» **WHAT IS NEEDED**
Among the lines below, which ones contain the word "serif"? Copy every such line.

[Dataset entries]
########################################

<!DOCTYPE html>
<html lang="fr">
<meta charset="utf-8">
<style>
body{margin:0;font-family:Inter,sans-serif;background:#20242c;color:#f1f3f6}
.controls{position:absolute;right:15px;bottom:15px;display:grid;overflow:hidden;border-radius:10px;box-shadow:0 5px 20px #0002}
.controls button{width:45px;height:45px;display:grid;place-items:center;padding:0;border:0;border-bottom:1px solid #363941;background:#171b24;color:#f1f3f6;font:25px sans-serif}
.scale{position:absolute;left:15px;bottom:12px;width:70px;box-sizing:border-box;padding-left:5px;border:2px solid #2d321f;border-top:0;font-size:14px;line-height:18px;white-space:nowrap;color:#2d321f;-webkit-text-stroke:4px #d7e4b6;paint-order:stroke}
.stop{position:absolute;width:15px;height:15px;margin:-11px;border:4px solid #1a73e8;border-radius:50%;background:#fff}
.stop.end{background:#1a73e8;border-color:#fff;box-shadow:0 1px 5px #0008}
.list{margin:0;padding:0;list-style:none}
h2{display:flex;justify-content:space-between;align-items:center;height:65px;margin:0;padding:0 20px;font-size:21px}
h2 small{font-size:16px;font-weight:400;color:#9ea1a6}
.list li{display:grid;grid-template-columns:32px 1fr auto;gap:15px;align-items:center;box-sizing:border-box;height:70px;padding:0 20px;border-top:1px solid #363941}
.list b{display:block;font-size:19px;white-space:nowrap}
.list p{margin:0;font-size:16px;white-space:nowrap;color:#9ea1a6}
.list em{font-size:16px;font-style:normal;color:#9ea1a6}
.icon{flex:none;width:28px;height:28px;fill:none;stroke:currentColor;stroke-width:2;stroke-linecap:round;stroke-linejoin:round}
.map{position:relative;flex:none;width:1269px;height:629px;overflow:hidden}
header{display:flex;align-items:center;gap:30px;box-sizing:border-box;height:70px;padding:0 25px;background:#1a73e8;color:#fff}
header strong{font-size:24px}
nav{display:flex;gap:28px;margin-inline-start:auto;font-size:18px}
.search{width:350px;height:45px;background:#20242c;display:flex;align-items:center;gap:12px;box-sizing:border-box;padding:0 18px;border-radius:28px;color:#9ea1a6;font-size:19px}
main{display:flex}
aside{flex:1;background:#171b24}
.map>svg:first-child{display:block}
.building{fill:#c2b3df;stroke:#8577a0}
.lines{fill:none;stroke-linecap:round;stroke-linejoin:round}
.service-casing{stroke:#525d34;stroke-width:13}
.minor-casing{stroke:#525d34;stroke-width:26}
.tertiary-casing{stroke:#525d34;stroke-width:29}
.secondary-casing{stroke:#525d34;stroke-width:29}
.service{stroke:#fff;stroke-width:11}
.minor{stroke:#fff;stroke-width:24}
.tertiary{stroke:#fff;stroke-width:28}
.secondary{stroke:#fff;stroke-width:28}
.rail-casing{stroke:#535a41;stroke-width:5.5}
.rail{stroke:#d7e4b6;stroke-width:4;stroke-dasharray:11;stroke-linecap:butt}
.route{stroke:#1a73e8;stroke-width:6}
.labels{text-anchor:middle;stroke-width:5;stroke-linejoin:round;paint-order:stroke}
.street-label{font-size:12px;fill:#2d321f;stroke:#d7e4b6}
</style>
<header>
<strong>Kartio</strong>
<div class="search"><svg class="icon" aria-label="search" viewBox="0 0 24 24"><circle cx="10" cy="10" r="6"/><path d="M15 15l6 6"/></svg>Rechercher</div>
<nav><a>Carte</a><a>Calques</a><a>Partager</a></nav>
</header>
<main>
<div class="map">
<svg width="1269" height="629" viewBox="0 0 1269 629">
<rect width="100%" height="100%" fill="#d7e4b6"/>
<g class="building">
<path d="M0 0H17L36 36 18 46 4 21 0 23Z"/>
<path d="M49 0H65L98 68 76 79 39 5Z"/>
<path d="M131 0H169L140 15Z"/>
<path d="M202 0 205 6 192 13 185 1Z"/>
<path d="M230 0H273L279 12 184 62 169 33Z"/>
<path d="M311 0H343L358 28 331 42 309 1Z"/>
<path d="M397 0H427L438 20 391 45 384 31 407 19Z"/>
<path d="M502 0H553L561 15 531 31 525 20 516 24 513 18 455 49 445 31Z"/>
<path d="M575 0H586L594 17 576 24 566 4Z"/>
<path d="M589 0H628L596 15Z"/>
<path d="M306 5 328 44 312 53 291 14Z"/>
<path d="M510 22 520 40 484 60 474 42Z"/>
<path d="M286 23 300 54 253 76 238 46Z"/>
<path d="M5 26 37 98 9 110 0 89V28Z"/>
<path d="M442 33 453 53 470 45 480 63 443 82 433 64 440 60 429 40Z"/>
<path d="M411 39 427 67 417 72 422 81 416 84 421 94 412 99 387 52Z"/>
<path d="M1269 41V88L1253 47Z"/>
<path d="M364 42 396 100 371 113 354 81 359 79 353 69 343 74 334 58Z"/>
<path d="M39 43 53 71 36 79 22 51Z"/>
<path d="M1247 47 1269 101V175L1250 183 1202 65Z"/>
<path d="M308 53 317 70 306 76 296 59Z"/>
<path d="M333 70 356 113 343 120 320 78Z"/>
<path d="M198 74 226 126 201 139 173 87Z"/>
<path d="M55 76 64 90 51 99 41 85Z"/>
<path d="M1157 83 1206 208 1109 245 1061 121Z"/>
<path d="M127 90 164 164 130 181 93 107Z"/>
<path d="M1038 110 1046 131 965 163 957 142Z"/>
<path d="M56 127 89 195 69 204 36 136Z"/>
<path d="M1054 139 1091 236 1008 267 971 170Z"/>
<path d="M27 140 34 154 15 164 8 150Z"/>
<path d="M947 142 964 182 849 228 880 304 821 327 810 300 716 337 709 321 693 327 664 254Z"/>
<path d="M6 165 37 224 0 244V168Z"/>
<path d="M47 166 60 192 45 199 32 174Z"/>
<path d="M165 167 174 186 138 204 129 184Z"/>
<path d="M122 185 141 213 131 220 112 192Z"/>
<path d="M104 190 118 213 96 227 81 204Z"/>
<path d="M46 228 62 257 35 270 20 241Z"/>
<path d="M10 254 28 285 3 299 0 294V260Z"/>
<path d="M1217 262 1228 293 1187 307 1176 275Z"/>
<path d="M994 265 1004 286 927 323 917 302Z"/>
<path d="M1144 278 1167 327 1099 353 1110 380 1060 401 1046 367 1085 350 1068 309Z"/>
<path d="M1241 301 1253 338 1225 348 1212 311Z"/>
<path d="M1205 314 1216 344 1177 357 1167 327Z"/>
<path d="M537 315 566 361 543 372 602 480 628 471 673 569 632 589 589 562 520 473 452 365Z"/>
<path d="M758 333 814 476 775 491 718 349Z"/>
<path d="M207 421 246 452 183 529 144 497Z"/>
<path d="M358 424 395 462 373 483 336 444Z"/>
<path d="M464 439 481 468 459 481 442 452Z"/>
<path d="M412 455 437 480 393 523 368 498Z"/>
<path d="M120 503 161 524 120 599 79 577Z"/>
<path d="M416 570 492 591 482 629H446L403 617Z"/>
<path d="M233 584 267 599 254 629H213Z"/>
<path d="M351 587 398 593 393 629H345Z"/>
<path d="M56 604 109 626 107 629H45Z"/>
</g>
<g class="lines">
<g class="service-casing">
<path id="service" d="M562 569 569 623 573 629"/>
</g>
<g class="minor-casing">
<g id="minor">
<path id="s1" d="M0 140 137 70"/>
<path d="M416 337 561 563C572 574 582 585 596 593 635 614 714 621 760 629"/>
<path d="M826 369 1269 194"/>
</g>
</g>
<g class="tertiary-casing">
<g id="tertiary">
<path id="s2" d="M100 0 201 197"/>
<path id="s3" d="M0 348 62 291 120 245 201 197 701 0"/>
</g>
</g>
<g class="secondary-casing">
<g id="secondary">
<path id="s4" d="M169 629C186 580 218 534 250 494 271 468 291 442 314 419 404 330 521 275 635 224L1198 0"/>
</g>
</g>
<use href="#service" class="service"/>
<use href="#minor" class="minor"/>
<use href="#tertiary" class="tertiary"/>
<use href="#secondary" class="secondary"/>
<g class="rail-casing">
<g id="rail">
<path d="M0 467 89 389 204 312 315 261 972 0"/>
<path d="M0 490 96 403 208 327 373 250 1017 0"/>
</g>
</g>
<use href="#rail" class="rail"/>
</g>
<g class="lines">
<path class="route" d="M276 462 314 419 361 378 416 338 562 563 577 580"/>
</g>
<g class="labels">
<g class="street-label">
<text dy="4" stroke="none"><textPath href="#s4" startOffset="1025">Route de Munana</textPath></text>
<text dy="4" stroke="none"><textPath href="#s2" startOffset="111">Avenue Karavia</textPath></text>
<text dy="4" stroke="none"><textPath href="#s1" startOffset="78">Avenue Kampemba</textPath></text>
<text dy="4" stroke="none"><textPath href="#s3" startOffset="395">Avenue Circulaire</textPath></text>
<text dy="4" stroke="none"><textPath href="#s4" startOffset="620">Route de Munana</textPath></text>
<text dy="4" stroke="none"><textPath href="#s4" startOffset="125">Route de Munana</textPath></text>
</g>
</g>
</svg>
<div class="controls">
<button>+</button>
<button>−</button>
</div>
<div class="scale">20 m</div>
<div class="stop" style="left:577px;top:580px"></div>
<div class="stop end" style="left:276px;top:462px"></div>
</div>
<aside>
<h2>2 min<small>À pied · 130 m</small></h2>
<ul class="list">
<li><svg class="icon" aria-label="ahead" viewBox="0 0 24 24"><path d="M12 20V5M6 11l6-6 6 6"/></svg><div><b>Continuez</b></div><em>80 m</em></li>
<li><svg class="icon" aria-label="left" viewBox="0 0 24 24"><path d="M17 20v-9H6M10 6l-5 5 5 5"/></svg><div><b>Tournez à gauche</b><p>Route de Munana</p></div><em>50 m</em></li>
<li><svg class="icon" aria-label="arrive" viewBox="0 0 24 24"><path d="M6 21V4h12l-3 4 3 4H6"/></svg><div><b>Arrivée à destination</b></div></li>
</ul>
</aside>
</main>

########################################

» **COMPLETED TASK**
body{margin:0;font-family:Inter,sans-serif;background:#20242c;color:#f1f3f6}
.controls button{width:45px;height:45px;display:grid;place-items:center;padding:0;border:0;border-bottom:1px solid #363941;background:#171b24;color:#f1f3f6;font:25px sans-serif}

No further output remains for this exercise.